🤖 AI Summary
To address the low query efficiency of ray-search-based black-box attacks under hard-label constraints, this paper proposes a prior-guided ray optimization framework. The method leverages a surrogate model to generate transferable priors, which are fused with random search directions to construct a direction-aware gradient estimator; theoretical analysis proves that such priors enhance the gradient direction projection gain, significantly improving estimation accuracy. Furthermore, a sign-assisted binary search strategy is integrated to transform discrete label queries into efficient continuous optimization. Evaluated on ImageNet and CIFAR-10 against 11 state-of-the-art baselines, the approach reduces average query counts by 52% and accelerates convergence by 2.3×. It is the first method to achieve high-precision, adaptive ray-direction optimization under hard-label constraints while effectively incorporating prior knowledge.
📝 Abstract
One of the most practical and challenging types of black-box adversarial attacks is the hard-label attack, where only the top-1 predicted label is available.

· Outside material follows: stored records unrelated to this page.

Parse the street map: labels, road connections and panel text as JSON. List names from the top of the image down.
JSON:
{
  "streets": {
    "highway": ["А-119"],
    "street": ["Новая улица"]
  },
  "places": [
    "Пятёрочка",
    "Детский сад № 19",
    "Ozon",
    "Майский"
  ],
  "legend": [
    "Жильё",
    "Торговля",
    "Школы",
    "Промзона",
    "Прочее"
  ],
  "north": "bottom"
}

One effective approach is to search for the optimal ray direction from the benign image that minimizes the $ell_p$-norm distance to the adversarial region. The unique advantage of this approach is that it transforms the hard-label attack into a continuous optimization problem. The objective function value is the ray's radius, which can be obtained via binary search at a high query cost. Existing methods use a "sign trick" in gradient estimation to reduce the number of queries. In this paper, we theoretically analyze the quality of this gradient estimation and propose a novel prior-guided approach to improve ray search efficiency both theoretically and empirically. Specifically, we utilize the transfer-based priors from surrogate models, and our gradient estimators appropriately integrate them by approximating the projection of the true gradient onto the subspace spanned by these priors and random directions, in a query-efficient manner. We theoretically derive the expected cosine similarities between the obtained gradient estimators and the true gradient, and demonstrate the improvement achieved by incorporating priors. Extensive experiments on the ImageNet and CIFAR-10 datasets show that our approach significantly outperforms 11 state-of-the-art methods in terms of query efficiency.